Prendergast's ban was eventually lifted and in the early 1960s he enjoyed the most successful period of his career. In 1960 he sent out the 18/1 outsider Martial to become the first Irish trained horse to win England's 2000 Guineas in the 152-year history of the race. Prendergast had bought the horse as a yearling for 2,400 guineas at Dublin in September 1958. Later in 1960 he won the New Stakes with Floribunda, an exceptionally fast colt who went on to win the King George Stakes and Nunthorpe Stakes in 1961. Prendergast's next champion was the American-bred filly La Tendresse who won five races to become the top-rated two-year-old of either sex to run in Britain in 1961.

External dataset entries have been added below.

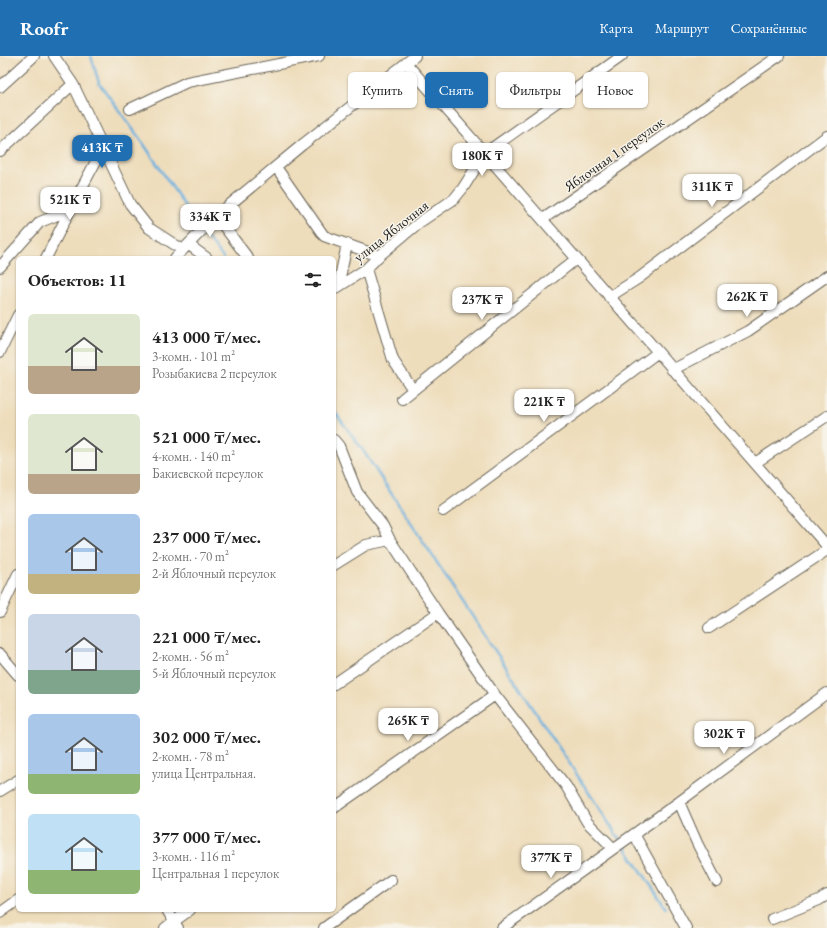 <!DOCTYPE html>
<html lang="ru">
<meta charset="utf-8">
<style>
body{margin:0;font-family:"EB Garamond",serif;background:#f6f6f6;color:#222;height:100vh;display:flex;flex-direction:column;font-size:15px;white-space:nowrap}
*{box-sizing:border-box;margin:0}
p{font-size:13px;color:#767676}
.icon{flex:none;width:22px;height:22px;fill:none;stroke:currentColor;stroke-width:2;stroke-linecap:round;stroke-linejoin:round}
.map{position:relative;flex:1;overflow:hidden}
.panel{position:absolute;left:16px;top:200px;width:320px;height:656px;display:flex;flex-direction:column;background:#fff;border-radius:6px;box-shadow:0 1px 3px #0004}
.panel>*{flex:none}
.guide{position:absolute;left:348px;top:16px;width:380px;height:36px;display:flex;gap:8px}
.price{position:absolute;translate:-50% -34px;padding:0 9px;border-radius:8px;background:#fff;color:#222;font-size:13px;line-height:26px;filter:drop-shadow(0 1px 2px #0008)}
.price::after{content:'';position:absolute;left:50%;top:24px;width:12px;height:9px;margin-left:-6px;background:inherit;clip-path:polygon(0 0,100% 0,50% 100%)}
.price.on{background:#1f6fb2;color:#fff}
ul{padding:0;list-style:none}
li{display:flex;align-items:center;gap:12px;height:100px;padding:0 12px}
li span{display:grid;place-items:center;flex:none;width:112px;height:80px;border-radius:6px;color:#555}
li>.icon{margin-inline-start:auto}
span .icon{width:48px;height:48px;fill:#fffc;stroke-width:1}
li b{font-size:17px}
h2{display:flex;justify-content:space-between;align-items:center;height:48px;padding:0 12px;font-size:17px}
.chip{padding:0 14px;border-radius:6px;background:#fff;box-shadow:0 1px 3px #0004;font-size:14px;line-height:36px}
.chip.on{background:#1f6fb2;color:#fff}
header{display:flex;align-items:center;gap:24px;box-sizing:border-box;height:56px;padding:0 20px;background:#1f6fb2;color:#fff}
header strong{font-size:19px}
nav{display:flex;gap:22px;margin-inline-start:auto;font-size:14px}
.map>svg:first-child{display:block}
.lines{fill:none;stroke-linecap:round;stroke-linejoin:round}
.stream{stroke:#67afde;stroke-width:2.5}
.minor-casing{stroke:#666054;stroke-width:12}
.minor{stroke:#fff;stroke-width:10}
.labels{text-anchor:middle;stroke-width:3;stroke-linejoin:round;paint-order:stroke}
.street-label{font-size:14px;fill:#1c1c1c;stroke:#f7f3e8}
</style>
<header>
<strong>Roofr</strong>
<nav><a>Карта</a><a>Маршрут</a><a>Сохранённые</a></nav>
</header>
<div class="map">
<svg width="827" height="872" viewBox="0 0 827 872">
<rect width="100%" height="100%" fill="#f7f3e8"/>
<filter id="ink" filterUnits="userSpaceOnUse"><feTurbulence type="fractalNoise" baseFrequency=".025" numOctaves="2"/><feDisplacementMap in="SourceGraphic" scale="8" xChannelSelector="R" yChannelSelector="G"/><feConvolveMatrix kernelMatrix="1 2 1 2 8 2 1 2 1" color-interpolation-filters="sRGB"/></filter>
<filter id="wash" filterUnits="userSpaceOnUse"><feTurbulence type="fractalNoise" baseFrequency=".012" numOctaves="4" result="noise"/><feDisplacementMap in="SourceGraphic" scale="16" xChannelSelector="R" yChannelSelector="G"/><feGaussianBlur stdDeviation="0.9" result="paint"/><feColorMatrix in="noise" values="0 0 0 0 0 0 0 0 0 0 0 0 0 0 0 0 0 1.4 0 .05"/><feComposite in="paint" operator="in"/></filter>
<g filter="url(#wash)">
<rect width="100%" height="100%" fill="#edb"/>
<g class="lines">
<path class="stream" d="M 91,0 L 99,27 L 143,87 L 200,173
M 203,176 L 223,202
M 334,355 L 362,393 L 620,784
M 623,788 L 666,852"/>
</g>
</g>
<g filter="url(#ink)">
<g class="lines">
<defs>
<path id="minor" d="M 54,0 L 73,28 L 130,148 L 149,172 L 183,194
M 406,7 L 827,490
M 0,31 L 34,0
M 130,53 L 187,26 L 319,0
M 0,95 L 73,28
M 276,111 L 324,180 L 379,200
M 216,160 L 248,202
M 543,163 L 779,0
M 189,189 L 207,202
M 46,202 L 70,154
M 175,202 L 216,160 L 302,89 L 415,0
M 0,211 L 40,166 L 70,154 L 104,90
M 366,213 L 393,304 L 413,334
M 338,231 L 366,213 L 379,200 L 420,166 L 454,143 L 463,132 L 485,97 L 622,0
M 335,233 L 338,231 L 347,188
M 609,241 L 639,222 L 827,80
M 0,296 L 18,259
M 672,314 L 748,275 L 827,220
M 402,343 L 576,203
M 334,384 L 339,390 L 357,436 L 383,470 L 390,484 L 438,557 L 495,639 L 566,730 L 587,766 L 613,792
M 755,407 L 827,360
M 443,455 L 657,297
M 334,509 L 366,489 L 390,484
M 0,556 L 18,518
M 709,572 L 827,494
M 0,598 L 18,619
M 334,628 L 438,557
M 0,735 L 18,724
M 679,746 L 697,787 L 717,826
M 334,752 L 495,639
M 634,778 L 686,872
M 167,854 L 178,872
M 0,857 L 18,844
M 772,863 L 819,844 L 827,839
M 165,872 L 190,854
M 324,872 L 391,824
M 502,872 L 679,746 L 827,637"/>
</defs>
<use href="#minor" class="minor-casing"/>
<use href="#minor" class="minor"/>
</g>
</g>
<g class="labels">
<g class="street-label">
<text transform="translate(614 98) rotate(-35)" y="5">Яблочная 1 переулок</text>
<text transform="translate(391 175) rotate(-38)" y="5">улица Яблочная</text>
</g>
</g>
</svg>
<b class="price on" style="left:102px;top:113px">413K ₸</b>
<b class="price" style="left:482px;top:121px">180K ₸</b>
<b class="price" style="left:712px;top:152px">311K ₸</b>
<b class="price" style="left:70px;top:165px">521K ₸</b>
<b class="price" style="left:210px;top:182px">334K ₸</b>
<b class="price" style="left:747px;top:262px">262K ₸</b>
<b class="price" style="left:482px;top:265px">237K ₸</b>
<b class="price" style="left:544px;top:367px">221K ₸</b>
<b class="price" style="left:408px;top:686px">265K ₸</b>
<b class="price" style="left:724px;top:699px">302K ₸</b>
<b class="price" style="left:551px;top:823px">377K ₸</b>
<div class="guide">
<a class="chip">Купить</a>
<a class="chip on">Снять</a>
<a class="chip">Фильтры</a>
<a class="chip">Новое</a>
</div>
<section class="panel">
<h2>Объектов: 11<svg class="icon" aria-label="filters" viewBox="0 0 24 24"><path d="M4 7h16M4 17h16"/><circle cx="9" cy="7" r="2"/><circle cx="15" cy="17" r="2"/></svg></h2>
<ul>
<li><span style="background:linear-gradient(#dfe7d0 65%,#b9a48a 0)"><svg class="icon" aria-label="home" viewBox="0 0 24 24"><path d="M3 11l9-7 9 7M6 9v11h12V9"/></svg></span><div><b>413 000 ₸/мес.</b><p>3-комн. · 101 m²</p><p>Розыбакиева 2 переулок</p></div></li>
<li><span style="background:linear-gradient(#dfe7d0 75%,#b9a48a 0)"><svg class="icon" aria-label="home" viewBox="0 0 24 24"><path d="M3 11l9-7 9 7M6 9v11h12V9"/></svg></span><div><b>521 000 ₸/мес.</b><p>4-комн. · 140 m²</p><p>Бакиевской переулок</p></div></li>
<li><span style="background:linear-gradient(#a9c7e8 75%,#c2b280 0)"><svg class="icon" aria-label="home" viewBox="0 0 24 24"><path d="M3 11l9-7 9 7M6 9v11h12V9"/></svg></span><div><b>237 000 ₸/мес.</b><p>2-комн. · 70 m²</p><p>2-й Яблочный переулок</p></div></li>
<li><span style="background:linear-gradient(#c9d6e8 70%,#7fa58c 0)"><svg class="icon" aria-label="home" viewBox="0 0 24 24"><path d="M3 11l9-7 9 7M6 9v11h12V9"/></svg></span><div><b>221 000 ₸/мес.</b><p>2-комн. · 56 m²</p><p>5-й Яблочный переулок</p></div></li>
<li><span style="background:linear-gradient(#a9c7e8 75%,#8fb573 0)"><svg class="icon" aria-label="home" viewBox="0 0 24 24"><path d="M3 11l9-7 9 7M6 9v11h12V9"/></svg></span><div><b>302 000 ₸/мес.</b><p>2-комн. · 78 m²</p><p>улица Центральная.</p></div></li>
<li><span style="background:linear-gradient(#bfe0f5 70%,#8fb573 0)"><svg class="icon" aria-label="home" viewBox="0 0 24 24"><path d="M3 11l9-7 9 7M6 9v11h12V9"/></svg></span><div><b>377 000 ₸/мес.</b><p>3-комн. · 116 m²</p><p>Центральная 1 переулок</p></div></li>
</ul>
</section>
</div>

A year later, Prendergast found an even better juvenile in Noblesse who established herself as the best two-year-old filly of her generation by defeating colts in the Observer Gold Cup. Noblesse was even better as a three-year-old, winning The Oaks by ten lengths, before her career was curtailed by injury. Prendergast's biggest winner of 1963 however, was the colt Ragusa, who showed little worthwhile form before finishing third as a 25/1 outsider in The Derby. He then improved rapidly to win the Irish Derby, King George VI and Queen Elizabeth Stakes and St Leger Stakes. The success of Noblesse and Ragusa saw Prendergast become the first Irish-based trainer to win the British trainers' championship, with prize money of £125,294. Ragusa returned to win the Eclipse Stakes in 1964, a year in which Prendergast claimed a third British classic when Pourparler won the 1000 Guineas. His horses earned £128,012 in Britain, enabling him to retain his trainers' title. A third championship followed in 1965 when Meadow Court finished second in the Derby at Epsom before emulating Ragusa by winning the Irish Derby and the King George VI and Queen Elizabeth Stakes. Prendergast renamed his home and stables at Maddenstown, near The Curragh in honour of Meadow Court.

By the 1970s, Prendergast was having less success, but did win four more Irish classics during the decade. By this time, his sons Patrick Jnr and Kevin had both established themselves as leading trainers in Ireland. Paddy Prendergast died on 20 June 1980, less than two months after recording his last major success when Nikoli won the Irish 2000 Guineas.

== Assessment ==

Peter O'Sullevan described Patrick Prendergast as "a trainer of utterly exceptional talent and achievement" He went on to quote Champion Jockey Christy Roche who said "He was well before his time, an innovator. He concentrated on a horse's mind as much as his fitness. He liked them to be relaxed and confident, especially the fillies. He was brilliant at keeping them stress-free. The fillies would have a pony companion and he'd have them out (for two hours) on a lead rein from the pony's rider. The filly not mounted. That way they'd be exercised without knowing they'd done any work. He could judge their ability even before he had them in the yard."

The Irish Times described Paddy Prendergast "as the man who first brought Ireland into the international racing scene and who contributed more than any other in establishing his country as a major racing power. Paddy had many fine qualities as a trainer, but above all he was great judge of a horse".